那是一栋坐北朝南的很旧的建筑,不大,共三层,每层只有六个房间。原来外墙批的是那个时代最时兴的石米,去年底才翻了新,贴上了浅米色的墙砖。颜色和式样还过得去。小楼坐落在区政府大院左后侧,前面是几棵高大的凤凰树,中间一池泉水,还有一畦草坪,后面就是一棵高耸入云的古榕。它撑开的树枝如一面巨大的绿伞,将院子一角和这栋小楼蔽荫在下面。炎热的夏天,倒让这一角的空气格外湿润和清爽。
这栋3层小楼就是人们常说的区长楼。
一楼政府办公室,全用上了,打字的,财务的,秘书的,司机的,办公室主任等等,六间房显得很挤。楼梯刚好设计在中间,上2楼左转为东,3间房为区长专用;往右转为西,程一达用靠里边的两间,那位被程一达称为“八婆”的女副区长蓝色泽,用靠楼梯的这一间。另外3名副区长在3楼,一人一间,剩下一侧的3间打通了,作为一个不大不小的会议室。也算不错了,对于程一达来说。兼着区委常委,五名副区长只有他一人,前面又加上“常务”两个字,当然比其他4名副职要优越一筹。
但程一达的心不在此,或者说他不满足这些。区长铁定调走,接班人的竞争相当激烈。书记,事实上区的第一把手,通常内部称的“老板”,有意推荐程一达。目前最让他头痛的,就是那位“八婆”蓝色泽和柯允豪。姓柯的是区委副书记,他的老对手。副区长蓝色泽是新对手。最要命的是他们是天然同盟。蓝色泽原是市教育局局长助理,前年才调来当副区长,接手程一达分管的教育、文化卫生。老公是部队一名正师级干部,后台硬得很,所以她的到来给程一达构成潜在的威胁。现在威胁已进入实质性状态。他们这一伙,“八婆”是其中的一个得力干将,后面撑的是管党群的副书记柯允豪。姓柯的是从部队转业的,原是她老公的老部下,又是同乡,关系一直就“铁”。
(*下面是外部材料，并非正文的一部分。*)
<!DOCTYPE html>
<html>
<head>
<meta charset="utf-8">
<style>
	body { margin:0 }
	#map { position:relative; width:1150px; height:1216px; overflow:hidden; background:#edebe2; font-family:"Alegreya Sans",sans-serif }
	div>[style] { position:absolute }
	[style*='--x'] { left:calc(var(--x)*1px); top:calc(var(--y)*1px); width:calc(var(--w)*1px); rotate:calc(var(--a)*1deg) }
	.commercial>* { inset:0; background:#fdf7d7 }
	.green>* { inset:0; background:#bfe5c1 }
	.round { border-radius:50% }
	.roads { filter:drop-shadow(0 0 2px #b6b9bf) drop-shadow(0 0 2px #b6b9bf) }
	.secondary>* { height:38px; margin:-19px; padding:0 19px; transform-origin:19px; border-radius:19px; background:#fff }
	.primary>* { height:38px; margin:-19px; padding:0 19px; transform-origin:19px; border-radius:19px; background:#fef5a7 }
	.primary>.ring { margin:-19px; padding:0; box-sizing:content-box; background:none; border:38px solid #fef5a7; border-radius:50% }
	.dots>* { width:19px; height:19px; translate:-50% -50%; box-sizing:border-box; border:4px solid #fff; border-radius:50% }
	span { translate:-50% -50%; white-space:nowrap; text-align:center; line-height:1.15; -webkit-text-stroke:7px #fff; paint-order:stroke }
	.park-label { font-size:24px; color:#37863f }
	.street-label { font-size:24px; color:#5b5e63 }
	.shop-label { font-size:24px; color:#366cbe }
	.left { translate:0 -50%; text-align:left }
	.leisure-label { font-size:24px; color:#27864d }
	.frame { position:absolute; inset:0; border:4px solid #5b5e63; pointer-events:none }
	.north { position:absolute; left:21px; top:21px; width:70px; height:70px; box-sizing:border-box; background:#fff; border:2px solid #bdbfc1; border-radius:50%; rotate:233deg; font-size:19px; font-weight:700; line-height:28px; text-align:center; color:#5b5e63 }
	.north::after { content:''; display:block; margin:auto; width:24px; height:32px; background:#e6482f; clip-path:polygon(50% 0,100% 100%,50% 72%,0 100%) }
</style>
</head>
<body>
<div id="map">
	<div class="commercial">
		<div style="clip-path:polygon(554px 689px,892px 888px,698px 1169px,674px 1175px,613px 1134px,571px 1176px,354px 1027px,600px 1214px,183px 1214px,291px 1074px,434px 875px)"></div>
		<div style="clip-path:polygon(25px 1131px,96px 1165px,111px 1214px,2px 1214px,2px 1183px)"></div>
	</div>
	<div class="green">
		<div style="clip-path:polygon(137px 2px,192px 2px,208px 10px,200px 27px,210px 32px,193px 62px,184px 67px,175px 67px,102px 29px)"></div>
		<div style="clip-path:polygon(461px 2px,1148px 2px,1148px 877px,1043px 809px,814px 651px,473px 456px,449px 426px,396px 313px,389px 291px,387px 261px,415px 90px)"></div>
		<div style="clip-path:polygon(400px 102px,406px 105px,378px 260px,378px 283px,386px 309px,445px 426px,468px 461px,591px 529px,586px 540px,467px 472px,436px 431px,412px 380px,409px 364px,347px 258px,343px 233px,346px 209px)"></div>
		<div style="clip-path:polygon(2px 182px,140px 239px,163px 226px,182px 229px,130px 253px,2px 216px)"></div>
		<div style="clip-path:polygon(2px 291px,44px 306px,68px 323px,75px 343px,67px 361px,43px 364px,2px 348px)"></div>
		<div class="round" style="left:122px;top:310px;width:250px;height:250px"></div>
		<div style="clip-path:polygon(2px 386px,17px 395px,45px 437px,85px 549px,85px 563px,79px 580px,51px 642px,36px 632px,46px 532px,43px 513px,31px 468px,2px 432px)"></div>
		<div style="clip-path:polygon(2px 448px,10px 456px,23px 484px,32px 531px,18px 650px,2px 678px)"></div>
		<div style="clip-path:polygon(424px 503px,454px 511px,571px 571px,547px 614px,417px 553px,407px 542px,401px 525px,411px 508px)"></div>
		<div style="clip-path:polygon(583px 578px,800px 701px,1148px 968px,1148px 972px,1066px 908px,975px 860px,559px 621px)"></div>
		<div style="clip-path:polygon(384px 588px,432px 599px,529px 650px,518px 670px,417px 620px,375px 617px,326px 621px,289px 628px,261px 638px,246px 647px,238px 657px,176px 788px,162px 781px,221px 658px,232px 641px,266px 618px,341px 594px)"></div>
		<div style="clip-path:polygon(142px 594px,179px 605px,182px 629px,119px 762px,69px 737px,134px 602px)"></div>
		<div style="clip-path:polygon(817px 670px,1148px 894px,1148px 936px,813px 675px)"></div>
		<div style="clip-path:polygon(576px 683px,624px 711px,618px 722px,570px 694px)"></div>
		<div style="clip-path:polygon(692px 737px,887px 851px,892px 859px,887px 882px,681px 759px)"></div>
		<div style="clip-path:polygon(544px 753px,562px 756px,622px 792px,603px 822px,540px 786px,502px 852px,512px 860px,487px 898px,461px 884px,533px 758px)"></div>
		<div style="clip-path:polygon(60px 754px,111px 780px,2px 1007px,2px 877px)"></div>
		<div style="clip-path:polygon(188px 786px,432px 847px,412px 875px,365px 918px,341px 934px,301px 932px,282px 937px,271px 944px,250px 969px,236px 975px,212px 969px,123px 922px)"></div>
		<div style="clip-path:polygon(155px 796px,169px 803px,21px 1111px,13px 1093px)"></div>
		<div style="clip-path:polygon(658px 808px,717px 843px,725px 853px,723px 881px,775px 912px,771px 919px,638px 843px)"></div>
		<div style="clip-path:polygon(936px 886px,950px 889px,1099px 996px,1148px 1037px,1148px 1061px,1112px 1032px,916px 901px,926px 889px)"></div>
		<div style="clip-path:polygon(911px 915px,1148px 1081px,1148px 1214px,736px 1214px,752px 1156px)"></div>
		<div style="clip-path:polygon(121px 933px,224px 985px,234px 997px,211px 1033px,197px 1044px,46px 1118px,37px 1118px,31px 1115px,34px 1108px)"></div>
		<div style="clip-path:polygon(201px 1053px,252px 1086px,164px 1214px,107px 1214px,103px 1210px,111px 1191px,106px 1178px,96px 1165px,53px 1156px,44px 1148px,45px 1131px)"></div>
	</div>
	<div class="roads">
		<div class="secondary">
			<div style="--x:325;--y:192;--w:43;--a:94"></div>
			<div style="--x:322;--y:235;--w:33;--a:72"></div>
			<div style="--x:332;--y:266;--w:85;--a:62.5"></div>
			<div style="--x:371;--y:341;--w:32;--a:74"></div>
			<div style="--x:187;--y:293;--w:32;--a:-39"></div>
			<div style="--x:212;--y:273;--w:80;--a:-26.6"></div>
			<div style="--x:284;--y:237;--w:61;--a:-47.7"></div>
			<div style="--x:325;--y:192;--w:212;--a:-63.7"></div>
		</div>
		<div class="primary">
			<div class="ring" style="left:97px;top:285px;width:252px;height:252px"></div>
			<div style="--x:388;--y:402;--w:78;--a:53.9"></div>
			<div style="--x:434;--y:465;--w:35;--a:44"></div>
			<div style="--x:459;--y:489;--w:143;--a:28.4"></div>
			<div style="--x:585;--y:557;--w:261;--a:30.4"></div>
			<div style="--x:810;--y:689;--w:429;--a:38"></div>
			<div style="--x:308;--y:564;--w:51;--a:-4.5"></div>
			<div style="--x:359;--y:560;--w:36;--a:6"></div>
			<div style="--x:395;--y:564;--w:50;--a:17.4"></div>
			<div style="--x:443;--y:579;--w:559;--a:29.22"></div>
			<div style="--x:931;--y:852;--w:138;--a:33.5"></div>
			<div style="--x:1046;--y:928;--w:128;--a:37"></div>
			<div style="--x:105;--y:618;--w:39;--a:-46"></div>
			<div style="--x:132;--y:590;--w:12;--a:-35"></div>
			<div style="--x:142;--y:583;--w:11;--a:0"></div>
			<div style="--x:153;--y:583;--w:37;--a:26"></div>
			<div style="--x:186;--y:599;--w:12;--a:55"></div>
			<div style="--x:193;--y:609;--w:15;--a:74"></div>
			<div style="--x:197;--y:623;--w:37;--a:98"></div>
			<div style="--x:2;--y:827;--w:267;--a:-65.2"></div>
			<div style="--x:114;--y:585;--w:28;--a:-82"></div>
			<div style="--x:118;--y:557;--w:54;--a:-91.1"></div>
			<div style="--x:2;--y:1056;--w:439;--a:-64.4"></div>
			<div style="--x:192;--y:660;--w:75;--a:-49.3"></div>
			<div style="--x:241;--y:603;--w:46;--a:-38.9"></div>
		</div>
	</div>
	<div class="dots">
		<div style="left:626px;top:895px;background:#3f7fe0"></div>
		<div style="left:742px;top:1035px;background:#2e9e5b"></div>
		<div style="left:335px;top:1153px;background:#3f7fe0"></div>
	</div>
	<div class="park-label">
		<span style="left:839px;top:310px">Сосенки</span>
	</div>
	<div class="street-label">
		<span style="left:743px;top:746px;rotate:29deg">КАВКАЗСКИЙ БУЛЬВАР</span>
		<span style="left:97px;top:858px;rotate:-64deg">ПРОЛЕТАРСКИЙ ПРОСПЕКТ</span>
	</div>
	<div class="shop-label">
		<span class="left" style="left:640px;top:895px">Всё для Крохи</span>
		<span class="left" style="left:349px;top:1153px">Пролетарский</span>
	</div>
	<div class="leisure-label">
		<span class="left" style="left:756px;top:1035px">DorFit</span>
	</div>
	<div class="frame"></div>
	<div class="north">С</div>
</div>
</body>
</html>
今天一早就下起了阵雨。今年的天气有点怪,深秋了还要刮台风。台风天,雨一阵风一阵。所以今天车子一直开到“区长楼”前面他才下车。平时他都喜欢在大院门口的车库边下车,然后步行进去。穿过那排平房长长的走廊,再绕过大院的那栋五层主建筑,不消几分钟就到了他的办公室。早上走一走,精神爽利些,情绪调整好一些。这对于每天的工作都会是一个很好的开端。
程一达注重这个开端,正如他每天早上都有那个心理暗示一样。
由于还有雨,程一达几乎跳出车门冲上楼梯。他拾级而上,转右,关键的时刻到了。那间房的门开着,开始他以为没有人在,侥幸而好奇的朝里一瞥,“八婆”正好迎面而出。程一达刹时昂首挺胸,目光直视前方,以一种压倒一切的气概,迈着奋发而铿锵的步伐向走廊尽头走去。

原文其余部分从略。